▸ **Instructions to follow**: All that should appear is the line containing "label('bold 10px', '#01190f', '#fff', farNeighbourhoodnames);" and the lines after it in the records below, each reproduced exactly.
::: The data
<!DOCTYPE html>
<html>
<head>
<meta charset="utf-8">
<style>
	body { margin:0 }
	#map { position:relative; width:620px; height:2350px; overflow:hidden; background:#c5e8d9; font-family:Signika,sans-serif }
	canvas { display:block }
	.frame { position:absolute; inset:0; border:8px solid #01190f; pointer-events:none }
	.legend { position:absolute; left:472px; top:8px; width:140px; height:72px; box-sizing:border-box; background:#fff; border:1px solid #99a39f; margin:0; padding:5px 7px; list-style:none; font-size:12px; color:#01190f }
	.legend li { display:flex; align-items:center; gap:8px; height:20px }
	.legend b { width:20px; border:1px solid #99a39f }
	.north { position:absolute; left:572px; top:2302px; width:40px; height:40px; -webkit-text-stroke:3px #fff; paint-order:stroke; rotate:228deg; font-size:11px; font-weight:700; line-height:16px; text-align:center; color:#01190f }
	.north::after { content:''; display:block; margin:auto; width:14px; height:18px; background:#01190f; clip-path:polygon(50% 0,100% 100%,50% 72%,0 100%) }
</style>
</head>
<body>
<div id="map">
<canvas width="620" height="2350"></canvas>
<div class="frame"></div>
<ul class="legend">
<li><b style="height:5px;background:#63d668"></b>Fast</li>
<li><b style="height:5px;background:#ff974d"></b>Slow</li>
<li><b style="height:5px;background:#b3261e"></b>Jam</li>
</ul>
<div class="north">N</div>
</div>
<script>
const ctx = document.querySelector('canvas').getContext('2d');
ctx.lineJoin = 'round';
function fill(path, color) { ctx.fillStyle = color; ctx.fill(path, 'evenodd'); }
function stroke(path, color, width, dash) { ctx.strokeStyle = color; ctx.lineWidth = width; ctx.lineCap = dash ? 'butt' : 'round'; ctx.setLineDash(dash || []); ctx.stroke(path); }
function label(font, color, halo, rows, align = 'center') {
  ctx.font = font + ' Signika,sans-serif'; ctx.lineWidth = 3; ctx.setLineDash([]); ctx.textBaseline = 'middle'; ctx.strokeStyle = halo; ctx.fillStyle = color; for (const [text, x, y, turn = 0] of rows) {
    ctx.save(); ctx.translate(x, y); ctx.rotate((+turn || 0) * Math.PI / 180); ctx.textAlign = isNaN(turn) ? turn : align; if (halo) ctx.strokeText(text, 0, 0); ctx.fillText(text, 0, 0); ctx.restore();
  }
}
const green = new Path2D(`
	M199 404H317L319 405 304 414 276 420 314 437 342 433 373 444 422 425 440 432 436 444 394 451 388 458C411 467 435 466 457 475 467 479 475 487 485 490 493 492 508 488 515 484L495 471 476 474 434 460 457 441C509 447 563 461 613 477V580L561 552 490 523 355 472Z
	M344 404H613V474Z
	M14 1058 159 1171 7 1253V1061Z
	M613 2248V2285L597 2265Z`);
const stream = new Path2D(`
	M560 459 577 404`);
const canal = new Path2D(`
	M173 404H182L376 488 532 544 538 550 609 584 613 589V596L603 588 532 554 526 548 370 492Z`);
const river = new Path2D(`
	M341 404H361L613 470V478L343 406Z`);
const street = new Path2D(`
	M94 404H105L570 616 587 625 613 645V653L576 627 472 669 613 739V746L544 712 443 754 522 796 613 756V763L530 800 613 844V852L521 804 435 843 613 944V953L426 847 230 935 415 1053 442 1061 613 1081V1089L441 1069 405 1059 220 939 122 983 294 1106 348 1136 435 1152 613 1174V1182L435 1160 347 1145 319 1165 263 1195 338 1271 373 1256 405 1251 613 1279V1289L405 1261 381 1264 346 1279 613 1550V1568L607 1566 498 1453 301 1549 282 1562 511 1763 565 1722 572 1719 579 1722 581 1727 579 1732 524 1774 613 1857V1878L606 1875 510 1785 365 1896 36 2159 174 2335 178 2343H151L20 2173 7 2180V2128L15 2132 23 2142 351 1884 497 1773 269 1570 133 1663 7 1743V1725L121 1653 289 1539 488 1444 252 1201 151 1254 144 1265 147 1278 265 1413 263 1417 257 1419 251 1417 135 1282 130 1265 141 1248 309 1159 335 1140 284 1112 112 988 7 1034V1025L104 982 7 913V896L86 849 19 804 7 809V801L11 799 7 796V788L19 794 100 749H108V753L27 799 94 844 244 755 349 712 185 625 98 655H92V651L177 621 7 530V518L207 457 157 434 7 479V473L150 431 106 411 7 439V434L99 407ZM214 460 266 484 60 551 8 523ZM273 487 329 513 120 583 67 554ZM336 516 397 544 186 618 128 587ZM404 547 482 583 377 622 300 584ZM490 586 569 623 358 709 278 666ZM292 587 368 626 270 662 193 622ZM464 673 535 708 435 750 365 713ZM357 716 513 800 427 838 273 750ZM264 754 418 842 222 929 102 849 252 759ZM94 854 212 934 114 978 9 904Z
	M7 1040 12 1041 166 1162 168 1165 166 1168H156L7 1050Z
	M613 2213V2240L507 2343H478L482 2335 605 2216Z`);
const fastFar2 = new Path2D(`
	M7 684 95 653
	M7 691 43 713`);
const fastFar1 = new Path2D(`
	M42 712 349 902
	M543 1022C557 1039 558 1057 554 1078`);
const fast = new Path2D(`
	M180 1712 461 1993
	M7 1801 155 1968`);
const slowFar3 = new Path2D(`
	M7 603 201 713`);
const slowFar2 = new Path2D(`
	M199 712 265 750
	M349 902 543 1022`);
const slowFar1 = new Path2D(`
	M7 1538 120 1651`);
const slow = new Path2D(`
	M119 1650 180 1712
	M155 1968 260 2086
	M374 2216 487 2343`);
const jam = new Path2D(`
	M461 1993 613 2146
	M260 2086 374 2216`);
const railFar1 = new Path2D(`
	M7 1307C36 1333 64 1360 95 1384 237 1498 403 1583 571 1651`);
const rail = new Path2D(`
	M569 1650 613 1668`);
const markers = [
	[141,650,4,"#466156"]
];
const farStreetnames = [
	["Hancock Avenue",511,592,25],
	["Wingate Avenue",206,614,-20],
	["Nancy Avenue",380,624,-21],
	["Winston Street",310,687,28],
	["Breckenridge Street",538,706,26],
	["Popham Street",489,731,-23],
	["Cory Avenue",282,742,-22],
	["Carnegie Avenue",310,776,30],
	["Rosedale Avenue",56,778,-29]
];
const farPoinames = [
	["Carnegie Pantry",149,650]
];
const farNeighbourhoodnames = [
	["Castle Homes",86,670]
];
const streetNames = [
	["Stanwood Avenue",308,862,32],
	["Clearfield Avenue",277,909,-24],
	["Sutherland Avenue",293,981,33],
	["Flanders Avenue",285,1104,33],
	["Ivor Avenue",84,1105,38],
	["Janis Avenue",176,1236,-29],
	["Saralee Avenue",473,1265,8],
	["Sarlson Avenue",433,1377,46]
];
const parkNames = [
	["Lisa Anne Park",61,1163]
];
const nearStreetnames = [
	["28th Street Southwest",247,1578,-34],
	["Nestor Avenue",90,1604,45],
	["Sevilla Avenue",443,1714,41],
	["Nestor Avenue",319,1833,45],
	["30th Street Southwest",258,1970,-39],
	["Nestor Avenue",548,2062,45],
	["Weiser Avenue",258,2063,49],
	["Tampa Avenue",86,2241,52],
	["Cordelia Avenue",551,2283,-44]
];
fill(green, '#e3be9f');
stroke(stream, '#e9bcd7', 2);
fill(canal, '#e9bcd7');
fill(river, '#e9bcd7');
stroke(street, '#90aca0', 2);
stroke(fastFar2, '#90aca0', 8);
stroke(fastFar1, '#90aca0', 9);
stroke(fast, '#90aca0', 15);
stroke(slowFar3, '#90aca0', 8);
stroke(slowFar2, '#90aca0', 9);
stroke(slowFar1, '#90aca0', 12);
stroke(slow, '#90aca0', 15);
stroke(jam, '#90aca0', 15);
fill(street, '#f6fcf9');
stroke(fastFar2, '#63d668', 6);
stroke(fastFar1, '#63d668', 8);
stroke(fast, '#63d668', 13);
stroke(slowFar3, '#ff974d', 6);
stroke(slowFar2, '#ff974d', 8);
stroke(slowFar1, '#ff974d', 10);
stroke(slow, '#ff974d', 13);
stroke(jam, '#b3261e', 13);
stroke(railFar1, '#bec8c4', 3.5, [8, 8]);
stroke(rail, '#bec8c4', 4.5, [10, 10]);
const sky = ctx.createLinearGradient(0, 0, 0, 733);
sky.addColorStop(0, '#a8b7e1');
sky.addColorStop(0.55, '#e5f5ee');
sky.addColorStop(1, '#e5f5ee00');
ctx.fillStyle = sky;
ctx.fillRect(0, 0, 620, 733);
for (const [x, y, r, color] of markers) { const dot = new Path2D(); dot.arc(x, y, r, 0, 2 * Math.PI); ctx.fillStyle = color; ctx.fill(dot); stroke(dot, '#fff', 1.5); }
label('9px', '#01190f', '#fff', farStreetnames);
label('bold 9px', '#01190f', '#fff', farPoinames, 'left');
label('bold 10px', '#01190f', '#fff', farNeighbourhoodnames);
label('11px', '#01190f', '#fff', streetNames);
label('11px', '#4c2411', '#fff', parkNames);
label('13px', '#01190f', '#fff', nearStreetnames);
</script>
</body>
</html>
::::::
▸ **Solution to the exercise**:
label('bold 10px', '#01190f', '#fff', farNeighbourhoodnames);
label('11px', '#01190f', '#fff', streetNames);
label('11px', '#4c2411', '#fff', parkNames);
label('13px', '#01190f', '#fff', nearStreetnames);
</script>
</body>
</html>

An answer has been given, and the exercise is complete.